**Your instructions**
Count the lines below that contain the word "KALCYTOWA", and state only that number.

**Records**
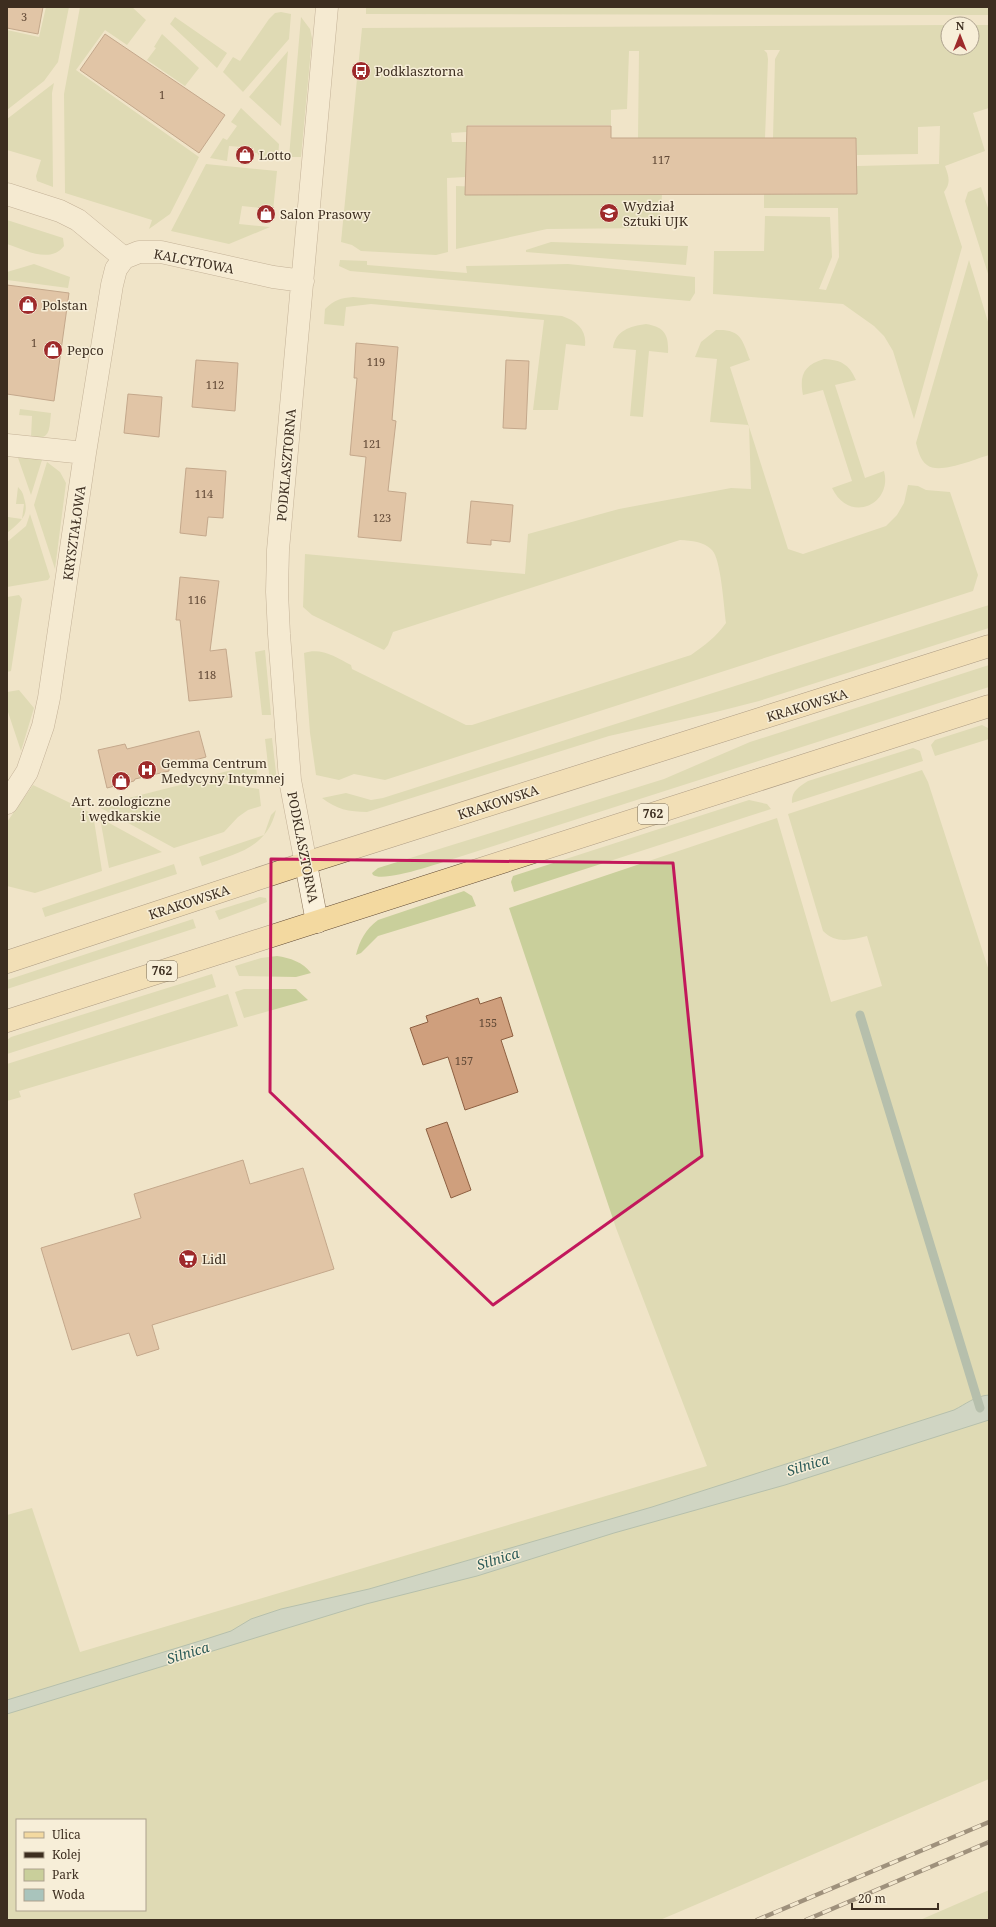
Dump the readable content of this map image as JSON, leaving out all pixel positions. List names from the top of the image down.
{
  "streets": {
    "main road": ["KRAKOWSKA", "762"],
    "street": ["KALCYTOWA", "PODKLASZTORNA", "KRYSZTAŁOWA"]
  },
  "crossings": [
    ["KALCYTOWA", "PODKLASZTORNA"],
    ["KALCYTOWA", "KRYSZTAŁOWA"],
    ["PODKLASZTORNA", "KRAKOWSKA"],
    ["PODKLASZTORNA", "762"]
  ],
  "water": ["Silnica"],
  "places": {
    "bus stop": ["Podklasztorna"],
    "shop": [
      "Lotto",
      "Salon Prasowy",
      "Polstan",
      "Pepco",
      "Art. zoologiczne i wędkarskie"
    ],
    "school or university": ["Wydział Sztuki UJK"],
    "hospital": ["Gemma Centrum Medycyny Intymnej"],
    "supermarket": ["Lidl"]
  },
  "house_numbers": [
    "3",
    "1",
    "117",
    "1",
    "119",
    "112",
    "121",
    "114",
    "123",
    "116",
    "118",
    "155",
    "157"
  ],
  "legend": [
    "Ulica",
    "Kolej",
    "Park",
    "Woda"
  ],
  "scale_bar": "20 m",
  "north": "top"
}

**Result for this task**
3